DATA PROVIDED Start Marker

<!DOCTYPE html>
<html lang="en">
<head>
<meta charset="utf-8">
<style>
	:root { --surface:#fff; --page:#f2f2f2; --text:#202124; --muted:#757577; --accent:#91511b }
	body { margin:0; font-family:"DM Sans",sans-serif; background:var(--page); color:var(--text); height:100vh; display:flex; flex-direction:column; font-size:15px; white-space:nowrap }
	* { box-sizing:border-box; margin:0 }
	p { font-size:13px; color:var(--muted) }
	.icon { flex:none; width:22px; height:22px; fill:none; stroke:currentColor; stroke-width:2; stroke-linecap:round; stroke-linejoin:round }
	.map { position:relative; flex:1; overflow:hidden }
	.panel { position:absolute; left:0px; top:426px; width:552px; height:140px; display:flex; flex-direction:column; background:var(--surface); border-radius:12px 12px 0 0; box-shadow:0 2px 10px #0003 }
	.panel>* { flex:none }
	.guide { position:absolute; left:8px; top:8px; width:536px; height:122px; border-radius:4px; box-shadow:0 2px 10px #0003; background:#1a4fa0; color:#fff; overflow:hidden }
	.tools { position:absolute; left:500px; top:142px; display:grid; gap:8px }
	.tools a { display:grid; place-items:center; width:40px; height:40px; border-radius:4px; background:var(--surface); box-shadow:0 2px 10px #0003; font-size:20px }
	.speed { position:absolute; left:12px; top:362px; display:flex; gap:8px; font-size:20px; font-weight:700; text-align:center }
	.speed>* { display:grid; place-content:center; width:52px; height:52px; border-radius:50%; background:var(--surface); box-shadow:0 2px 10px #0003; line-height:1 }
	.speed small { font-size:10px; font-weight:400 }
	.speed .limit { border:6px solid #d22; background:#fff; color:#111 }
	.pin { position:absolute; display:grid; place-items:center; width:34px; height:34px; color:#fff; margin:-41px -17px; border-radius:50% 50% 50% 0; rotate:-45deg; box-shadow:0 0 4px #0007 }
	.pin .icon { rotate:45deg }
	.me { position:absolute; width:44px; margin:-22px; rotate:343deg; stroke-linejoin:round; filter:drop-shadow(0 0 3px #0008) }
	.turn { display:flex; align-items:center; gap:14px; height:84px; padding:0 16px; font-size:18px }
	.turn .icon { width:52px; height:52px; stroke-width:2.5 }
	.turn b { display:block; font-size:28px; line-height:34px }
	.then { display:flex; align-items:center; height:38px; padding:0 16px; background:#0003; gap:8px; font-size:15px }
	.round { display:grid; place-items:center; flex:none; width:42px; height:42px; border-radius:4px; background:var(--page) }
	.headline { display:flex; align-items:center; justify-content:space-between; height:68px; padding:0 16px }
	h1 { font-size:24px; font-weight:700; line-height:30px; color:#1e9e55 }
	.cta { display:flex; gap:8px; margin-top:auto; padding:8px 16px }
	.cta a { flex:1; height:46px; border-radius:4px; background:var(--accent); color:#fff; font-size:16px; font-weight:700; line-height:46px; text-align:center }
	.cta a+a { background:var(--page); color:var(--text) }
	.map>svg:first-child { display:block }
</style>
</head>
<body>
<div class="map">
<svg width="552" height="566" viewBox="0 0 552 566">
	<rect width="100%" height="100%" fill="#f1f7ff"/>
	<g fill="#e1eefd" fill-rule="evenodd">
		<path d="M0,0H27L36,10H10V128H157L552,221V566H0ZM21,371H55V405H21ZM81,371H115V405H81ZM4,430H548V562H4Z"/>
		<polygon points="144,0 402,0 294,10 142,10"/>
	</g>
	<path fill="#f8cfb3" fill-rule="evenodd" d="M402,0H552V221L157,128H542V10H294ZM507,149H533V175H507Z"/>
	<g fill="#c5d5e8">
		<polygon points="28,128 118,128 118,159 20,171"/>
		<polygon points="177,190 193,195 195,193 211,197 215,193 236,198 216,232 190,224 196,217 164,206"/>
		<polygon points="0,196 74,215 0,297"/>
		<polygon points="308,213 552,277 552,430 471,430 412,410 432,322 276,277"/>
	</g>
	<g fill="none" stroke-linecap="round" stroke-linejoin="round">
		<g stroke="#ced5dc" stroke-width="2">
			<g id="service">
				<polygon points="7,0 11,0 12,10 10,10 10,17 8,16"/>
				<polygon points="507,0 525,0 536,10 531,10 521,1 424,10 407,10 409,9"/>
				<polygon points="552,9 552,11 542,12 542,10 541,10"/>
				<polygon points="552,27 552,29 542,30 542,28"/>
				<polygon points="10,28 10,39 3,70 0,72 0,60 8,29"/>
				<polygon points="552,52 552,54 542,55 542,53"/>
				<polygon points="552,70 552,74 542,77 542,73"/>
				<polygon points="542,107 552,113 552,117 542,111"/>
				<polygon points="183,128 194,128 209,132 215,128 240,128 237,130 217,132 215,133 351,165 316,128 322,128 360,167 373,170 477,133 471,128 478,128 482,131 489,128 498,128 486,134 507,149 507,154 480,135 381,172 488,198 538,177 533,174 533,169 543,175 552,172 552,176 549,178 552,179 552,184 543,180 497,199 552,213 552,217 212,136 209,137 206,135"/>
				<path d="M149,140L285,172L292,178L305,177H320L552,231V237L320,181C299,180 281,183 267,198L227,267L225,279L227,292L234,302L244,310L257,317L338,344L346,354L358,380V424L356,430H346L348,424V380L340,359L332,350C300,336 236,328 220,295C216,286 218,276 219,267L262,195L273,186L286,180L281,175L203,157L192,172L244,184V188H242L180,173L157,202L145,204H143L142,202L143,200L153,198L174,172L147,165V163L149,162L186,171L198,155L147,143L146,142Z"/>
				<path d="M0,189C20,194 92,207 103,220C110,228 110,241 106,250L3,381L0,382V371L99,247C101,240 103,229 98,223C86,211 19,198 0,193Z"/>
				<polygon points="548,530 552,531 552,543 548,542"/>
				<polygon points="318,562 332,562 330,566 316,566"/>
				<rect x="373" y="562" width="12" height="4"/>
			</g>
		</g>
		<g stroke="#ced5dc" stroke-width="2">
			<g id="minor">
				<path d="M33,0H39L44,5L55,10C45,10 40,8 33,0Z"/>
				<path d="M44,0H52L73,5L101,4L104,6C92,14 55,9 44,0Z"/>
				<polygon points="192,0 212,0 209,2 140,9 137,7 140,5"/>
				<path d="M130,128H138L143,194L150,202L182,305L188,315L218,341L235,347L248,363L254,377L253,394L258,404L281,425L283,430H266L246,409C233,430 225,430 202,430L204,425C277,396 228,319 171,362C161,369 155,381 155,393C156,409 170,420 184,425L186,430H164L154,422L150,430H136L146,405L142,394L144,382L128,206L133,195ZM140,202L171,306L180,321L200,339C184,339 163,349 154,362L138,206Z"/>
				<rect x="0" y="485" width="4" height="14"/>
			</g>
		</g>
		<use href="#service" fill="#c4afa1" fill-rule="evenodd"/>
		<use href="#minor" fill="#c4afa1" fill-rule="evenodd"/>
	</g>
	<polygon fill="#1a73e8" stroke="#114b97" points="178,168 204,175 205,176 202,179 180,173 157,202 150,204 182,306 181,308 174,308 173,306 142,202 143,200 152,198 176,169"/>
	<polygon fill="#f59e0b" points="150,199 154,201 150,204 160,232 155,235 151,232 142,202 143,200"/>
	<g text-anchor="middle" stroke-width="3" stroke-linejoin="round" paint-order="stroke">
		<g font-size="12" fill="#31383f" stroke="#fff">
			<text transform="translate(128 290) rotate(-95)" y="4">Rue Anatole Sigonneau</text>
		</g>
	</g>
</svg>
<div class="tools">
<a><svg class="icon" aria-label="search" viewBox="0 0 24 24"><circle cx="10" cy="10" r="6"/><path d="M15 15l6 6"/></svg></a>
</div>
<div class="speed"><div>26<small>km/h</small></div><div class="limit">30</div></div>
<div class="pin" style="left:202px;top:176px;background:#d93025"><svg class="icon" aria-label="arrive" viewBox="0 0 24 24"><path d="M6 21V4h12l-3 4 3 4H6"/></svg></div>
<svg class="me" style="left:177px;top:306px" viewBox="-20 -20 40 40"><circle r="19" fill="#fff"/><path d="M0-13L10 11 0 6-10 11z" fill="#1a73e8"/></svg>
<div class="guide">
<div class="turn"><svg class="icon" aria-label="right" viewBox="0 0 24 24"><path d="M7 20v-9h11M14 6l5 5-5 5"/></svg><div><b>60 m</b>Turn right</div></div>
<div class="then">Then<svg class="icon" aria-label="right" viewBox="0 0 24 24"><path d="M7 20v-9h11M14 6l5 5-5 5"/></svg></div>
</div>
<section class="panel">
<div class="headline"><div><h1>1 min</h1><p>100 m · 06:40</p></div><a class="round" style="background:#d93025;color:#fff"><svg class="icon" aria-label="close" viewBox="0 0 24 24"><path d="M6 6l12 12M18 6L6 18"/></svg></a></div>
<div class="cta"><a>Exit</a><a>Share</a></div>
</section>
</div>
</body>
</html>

DATA PROVIDED End Marker

> **ASSIGNED TASK**:
Your output should be an exact copy of the lines from the top of the listing above to the line with "position:relative; flex:1; overflow:hidden", both ends included.

> **RESULT OF THIS TASK**:
<!DOCTYPE html>
<html lang="en">
<head>
<meta charset="utf-8">
<style>
	:root { --surface:#fff; --page:#f2f2f2; --text:#202124; --muted:#757577; --accent:#91511b }
	body { margin:0; font-family:"DM Sans",sans-serif; background:var(--page); color:var(--text); height:100vh; display:flex; flex-direction:column; font-size:15px; white-space:nowrap }
	* { box-sizing:border-box; margin:0 }
	p { font-size:13px; color:var(--muted) }
	.icon { flex:none; width:22px; height:22px; fill:none; stroke:currentColor; stroke-width:2; stroke-linecap:round; stroke-linejoin:round }
	.map { position:relative; flex:1; overflow:hidden }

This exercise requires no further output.